Background

Ischemia-reperfusion (IR) injury is a complication that arises during cardiac surgery requiring cardiopulmonary bypass (CPB) [1,2,3]. Myocardial IR injury is induced by activation of the 2Na+/Ca2+ exchanger and intracellular Ca2+ overload [2]. Some anesthetics provide cardioprotective effects against myocardial IR injury via activation of the myocardial phosphatidylinositol 3-kinase/protein kinase B (PI3K/Akt) signaling pathway [4]. Moreover, insulin preconditioning has been shown to preserve cardiac contractility after ischemia via the PI3K/Akt signaling pathway [5, 6] in a stunned myocardium model.

Recently, the Enhanced Recovery After Surgery (ERAS) program has been advocated for to attenuate the stress response to surgery and promote rapid recovery [7, 8]. Although ERAS is relatively new to cardiac surgery, this program has been associated with significantly improved perioperative outcomes [9, 10]. Preoperative nutritional management, such as enteral carbohydrate supplementation, is one of the key factors in perioperative management.

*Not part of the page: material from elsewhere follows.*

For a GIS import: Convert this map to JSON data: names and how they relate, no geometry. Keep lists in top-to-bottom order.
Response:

While preoperative inflammation leads to worse outcomes [11], in non-cardiac surgery, preoperative enteral carbohydrate supplementation has been shown to attenuate the inflammatory response [12]. However, in cardiac surgery, preoperative enteral carbohydrate supplementation did not attenuate postoperative inflammation [13]. In cardiac surgery, CPB induces severe inflammation via at least three mechanisms: “contact activation” of the immune system following exposure of blood to the foreign surfaces of the CPB circuit, “IR injury” to the brain, heart, lungs, kidney, and liver as a result of aortic cross-clamping, and “endotoxemia” induced by splanchnic hypoperfusion may damage the mucosal barrier, allowing for gut translocation of the endotoxin [14].

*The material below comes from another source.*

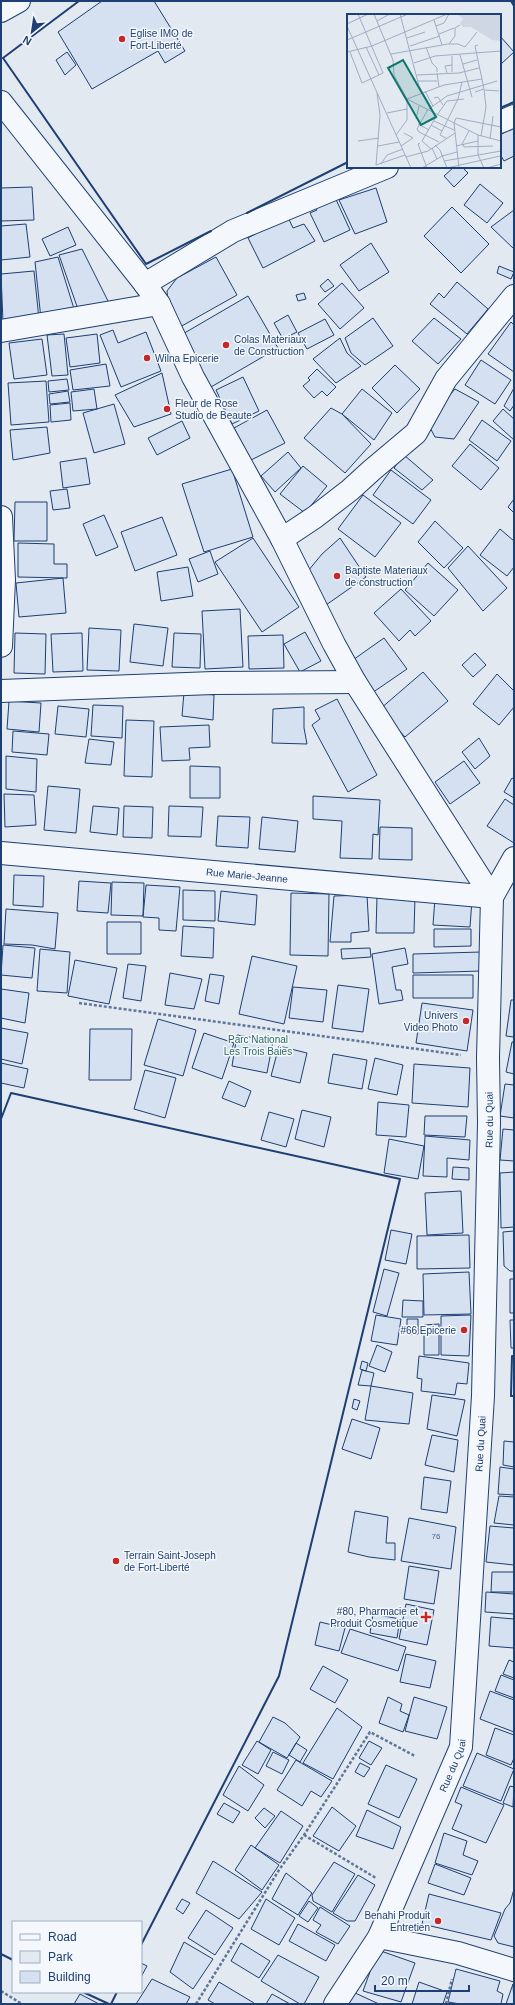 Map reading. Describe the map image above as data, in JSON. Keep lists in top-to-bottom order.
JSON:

Lactoferrin is an 80 kDa iron-binding glycoprotein of the transferrin family and is found in tears, saliva, nasal and bronchial secretions, bile, gastrointestinal fluids, vaginal fluids, semen, urine, and in particularly high levels in breast milk. It exerts antiviral effects by adjusting the immune system [15,16,17]. Lactoferrin also contributes to the mammalian innate immune system [15] and anti-inflammatory system [18]. Enteral administration of lactoferrin attenuates intestinal and cerebral IR injury in rats [19, 20]. Although lactoferrin activates the PI3K/Akt signaling pathway [21, 22], the relationship between the cardioprotective effects of lactoferrin and the PI3K/Akt signaling pathway in the isolated stunned rat heart remains unknown.

In this study, we tested the hypothesis that enteral lactoferrin administration prior to ischemia provides cardioprotective effects against IR injury in isolated rat hearts. We also investigated the direct effect of perfusate lactoferrin on myocardial IR injury because cardioplegia is frequently employed in cardiac surgery. The primary outcome was the maximum left ventricular pressure derivative (LV dP/dt max) 15 min after reperfusion. We also assessed the role of myocardial phospho-protein kinase B (p-Akt) as a potential mediator.

Methods

This study was approved by the Ethics Committee on Animal Research of the University of Yamanashi (Protocol number A 2–8, 2020). All animals were euthanized with a diaphragmatic incision under pentobarbital sodium anesthesia.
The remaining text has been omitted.